Mandatory parental consent requirements limit the available outreach options for
some adolescents who may desperately need help. They would also have the
unwanted effect of restricting access to school-based health services for the
growing number of children and youth who are uninsured.
Mandatory parental consent, beyond requirements imposed by local
Institutional Review Boards and by state and local law, will also hamstring the
ability of public health practitioners and researchers to obtain valid and
usable data for characterizing the health status of children and adolescents and
designing the most effective means of improving it. There is an existing,
rigorous federal system for protection of human research subjects. Moreover, we
believe that when those requirements are met, a decision on what further
measures are necessary or desirable to address the participation of minors in
survey research should be made by communities themselves.
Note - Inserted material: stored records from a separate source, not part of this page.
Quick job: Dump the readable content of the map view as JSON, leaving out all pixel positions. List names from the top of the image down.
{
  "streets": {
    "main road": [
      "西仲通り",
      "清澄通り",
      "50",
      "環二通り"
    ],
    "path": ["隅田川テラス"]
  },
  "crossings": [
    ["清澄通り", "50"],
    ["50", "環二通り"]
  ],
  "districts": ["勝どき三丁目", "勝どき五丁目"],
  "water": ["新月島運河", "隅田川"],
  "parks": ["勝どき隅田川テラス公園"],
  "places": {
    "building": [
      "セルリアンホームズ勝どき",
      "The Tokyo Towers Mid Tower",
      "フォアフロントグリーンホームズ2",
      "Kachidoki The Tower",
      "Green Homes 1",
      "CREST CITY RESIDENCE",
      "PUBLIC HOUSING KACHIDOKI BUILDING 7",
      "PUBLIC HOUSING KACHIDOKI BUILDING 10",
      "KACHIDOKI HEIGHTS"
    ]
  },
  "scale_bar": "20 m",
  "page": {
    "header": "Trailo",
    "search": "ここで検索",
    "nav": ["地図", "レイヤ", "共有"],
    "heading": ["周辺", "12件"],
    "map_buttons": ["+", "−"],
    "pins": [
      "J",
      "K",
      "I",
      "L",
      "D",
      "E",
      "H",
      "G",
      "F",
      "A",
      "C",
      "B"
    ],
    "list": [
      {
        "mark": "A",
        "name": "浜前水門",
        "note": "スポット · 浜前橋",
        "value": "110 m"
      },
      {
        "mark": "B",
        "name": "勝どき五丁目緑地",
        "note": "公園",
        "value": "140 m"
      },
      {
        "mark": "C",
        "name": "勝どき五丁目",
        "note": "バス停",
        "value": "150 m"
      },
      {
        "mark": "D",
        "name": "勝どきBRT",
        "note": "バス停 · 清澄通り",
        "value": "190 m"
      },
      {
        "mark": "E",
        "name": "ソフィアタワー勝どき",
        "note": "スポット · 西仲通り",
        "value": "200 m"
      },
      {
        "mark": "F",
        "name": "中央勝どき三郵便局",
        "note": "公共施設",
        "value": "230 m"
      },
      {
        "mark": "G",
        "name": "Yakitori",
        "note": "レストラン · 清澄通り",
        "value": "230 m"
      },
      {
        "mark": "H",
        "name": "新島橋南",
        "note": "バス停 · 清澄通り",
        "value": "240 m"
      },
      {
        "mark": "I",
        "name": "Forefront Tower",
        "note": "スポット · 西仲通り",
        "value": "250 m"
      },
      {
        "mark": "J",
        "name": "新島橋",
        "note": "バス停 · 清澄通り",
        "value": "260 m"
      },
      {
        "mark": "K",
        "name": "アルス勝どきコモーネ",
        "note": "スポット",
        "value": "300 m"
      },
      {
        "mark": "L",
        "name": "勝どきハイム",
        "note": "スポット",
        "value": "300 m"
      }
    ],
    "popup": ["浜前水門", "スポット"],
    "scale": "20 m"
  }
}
Local authorities are
in the best position to balance the needs for population-based data with
whatever additional privacy and parental consent concerns that community’s
parents may have. If a mandatory federal requirement is in place, the ultimate
losers will be children and youth whose health problems are not assessed or
addressed.
We urge you to remove the provisions of the Tiahrt amendment from the
Elementary and Secondary Education Act. While we support parental involvement in
adolescent health, we believe that mandating parental consent ultimately fails
to serve the health needs of America’s young people.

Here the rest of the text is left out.